> **REQUIRED ACTION**: In the listing below, every line with the word "buttons" needs to be copied.
= = = =
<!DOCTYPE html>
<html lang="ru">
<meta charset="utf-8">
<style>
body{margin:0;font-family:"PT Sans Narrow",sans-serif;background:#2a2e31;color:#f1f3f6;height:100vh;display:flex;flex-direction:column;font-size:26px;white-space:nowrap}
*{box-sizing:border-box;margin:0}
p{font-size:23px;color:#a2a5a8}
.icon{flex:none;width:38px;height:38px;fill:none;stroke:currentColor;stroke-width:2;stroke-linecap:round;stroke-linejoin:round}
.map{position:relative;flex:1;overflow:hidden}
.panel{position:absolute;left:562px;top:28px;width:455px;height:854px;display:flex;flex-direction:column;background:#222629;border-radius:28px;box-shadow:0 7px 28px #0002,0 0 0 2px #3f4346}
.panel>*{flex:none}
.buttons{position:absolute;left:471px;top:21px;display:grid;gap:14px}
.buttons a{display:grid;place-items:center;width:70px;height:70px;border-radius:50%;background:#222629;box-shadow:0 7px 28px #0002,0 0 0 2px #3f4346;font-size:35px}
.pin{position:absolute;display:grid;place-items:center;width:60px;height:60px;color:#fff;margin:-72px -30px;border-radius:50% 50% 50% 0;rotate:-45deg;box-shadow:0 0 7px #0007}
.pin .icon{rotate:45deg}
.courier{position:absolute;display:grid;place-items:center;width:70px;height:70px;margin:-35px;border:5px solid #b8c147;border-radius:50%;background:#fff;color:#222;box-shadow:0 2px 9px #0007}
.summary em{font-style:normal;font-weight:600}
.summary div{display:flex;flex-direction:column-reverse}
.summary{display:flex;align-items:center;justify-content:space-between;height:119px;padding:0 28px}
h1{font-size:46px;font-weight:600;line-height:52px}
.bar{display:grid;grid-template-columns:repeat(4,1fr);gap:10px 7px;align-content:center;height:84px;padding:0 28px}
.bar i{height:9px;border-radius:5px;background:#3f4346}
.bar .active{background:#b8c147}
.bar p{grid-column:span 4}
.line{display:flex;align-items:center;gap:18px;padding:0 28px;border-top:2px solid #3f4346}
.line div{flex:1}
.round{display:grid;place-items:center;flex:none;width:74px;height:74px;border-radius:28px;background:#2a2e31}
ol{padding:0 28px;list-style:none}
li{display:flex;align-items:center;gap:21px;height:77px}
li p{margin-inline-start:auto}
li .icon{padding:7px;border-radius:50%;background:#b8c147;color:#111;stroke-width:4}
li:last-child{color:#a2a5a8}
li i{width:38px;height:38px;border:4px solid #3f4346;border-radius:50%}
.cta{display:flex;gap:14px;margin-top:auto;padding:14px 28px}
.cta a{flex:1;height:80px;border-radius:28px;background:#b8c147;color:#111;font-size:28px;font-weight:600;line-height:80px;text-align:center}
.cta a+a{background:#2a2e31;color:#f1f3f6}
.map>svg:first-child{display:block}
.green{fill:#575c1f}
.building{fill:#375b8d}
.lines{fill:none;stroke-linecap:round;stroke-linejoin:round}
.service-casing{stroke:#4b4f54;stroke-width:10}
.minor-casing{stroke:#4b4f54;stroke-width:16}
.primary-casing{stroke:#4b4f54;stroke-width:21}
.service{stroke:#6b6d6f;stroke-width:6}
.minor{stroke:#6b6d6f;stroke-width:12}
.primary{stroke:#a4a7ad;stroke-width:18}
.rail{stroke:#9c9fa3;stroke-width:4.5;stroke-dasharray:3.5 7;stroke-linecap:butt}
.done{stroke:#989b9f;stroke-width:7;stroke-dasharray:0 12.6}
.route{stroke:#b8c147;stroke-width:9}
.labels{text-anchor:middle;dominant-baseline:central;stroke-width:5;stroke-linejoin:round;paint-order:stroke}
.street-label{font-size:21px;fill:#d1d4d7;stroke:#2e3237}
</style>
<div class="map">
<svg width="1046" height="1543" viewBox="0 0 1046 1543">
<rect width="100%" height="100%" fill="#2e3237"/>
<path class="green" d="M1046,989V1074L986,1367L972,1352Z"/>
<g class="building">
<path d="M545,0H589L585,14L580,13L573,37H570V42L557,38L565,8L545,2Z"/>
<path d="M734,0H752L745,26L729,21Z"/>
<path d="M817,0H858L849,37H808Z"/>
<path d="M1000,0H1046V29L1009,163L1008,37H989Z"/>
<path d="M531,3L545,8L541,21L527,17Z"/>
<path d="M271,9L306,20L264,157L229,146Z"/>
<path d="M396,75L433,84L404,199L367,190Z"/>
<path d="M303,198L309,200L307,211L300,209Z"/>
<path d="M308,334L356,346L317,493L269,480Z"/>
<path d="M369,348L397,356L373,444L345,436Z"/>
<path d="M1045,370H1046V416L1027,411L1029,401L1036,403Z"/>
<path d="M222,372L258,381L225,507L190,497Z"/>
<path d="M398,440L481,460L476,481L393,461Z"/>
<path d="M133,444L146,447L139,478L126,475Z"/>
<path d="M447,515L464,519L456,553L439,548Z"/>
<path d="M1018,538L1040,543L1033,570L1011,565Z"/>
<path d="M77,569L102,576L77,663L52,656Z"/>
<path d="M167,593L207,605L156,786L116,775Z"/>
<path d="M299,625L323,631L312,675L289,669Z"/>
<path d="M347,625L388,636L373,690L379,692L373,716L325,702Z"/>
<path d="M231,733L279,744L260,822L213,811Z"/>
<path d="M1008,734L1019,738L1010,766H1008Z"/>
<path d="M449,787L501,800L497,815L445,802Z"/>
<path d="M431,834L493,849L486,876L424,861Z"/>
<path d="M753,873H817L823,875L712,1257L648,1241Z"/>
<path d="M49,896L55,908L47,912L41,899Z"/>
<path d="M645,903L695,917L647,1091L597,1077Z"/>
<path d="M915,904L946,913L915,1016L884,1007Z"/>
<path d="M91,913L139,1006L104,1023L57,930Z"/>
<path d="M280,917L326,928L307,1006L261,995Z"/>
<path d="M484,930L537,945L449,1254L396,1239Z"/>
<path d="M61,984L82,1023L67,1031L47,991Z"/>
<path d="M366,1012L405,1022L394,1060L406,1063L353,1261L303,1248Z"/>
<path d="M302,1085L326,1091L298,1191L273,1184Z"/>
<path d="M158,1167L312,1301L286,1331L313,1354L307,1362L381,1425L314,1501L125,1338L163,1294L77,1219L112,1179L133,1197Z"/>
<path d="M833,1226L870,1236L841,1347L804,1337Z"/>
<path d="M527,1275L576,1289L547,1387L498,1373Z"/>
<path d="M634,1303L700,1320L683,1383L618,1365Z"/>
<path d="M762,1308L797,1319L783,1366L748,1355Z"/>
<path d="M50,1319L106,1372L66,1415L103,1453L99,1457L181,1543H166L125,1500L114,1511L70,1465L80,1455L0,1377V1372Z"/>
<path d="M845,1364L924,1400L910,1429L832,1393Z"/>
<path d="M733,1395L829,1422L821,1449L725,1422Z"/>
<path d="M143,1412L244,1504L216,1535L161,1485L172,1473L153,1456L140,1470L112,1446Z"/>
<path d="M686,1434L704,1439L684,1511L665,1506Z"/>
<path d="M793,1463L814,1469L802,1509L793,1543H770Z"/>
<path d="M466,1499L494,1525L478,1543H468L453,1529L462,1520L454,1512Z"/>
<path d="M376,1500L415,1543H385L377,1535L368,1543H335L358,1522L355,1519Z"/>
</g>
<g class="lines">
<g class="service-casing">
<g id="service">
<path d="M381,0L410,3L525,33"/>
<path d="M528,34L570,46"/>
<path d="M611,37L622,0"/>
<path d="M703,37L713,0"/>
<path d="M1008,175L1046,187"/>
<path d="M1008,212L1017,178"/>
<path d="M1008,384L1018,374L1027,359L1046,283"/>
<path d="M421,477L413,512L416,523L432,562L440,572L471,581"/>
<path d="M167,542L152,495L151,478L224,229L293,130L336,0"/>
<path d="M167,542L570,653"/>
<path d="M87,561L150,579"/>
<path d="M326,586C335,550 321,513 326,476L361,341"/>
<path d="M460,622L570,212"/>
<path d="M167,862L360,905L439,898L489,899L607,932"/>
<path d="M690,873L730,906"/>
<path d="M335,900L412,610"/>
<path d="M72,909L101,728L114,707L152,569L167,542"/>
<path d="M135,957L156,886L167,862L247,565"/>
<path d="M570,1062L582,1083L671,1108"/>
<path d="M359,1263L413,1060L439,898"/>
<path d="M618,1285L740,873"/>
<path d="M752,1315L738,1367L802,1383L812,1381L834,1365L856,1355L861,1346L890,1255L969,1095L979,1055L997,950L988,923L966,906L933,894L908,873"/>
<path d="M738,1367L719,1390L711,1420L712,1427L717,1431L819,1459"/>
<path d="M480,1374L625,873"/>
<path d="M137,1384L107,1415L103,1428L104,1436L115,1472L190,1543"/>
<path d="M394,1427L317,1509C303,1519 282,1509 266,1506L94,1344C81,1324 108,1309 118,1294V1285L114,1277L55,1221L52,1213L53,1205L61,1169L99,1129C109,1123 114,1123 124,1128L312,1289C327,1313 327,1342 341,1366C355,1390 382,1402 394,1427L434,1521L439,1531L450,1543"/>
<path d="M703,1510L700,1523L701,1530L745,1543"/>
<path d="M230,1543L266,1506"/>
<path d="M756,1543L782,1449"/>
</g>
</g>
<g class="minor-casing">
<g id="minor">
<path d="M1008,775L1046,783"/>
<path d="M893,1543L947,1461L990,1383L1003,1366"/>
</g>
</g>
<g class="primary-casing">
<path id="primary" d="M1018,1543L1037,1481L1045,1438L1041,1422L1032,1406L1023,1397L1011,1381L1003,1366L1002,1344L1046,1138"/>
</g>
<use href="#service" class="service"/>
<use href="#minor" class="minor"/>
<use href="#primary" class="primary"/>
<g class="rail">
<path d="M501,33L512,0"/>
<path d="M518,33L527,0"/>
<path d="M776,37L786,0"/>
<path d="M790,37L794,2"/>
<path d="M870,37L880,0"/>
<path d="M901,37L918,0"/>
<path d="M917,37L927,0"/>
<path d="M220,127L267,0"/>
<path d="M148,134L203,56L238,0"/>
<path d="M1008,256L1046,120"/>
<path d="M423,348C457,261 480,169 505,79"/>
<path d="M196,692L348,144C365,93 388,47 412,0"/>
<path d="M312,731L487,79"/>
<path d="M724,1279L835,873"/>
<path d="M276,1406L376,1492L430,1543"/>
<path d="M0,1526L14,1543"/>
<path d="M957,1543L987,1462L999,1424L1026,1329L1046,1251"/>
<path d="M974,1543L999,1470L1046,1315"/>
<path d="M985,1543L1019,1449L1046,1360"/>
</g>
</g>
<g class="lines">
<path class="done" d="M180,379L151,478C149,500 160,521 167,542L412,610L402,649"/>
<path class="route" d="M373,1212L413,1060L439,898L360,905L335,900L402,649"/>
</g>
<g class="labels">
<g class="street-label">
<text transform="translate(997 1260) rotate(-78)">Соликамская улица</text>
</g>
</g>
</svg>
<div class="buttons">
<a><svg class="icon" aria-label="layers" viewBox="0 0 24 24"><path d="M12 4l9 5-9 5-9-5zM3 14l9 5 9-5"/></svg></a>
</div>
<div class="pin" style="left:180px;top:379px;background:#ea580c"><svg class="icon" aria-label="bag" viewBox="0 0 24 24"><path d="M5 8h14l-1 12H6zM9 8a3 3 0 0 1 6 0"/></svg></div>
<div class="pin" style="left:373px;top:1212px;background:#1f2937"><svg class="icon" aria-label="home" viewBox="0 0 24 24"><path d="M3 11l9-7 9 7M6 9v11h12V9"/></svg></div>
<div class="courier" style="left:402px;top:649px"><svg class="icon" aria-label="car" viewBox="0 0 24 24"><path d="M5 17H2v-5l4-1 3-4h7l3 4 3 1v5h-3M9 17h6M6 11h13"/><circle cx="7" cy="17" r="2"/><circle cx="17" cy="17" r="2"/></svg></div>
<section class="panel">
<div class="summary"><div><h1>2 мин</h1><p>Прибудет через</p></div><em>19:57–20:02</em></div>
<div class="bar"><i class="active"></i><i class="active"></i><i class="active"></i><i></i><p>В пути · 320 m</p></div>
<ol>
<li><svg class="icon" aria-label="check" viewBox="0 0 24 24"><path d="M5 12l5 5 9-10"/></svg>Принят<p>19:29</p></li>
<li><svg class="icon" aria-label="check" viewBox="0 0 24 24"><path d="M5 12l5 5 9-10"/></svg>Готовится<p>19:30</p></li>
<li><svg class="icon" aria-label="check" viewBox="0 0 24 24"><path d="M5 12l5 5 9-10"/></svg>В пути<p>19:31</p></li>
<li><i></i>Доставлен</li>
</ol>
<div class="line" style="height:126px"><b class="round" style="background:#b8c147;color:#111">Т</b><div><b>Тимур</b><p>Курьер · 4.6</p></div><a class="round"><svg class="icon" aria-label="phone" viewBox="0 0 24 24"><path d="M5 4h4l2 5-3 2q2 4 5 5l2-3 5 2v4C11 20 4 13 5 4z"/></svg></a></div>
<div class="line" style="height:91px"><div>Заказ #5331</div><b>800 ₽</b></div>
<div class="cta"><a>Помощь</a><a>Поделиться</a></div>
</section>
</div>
= = = =
> **ANSWER FOR THIS EXERCISE**:
.buttons{position:absolute;left:471px;top:21px;display:grid;gap:14px}
.buttons a{display:grid;place-items:center;width:70px;height:70px;border-radius:50%;background:#222629;box-shadow:0 7px 28px #0002,0 0 0 2px #3f4346;font-size:35px}
<div class="buttons">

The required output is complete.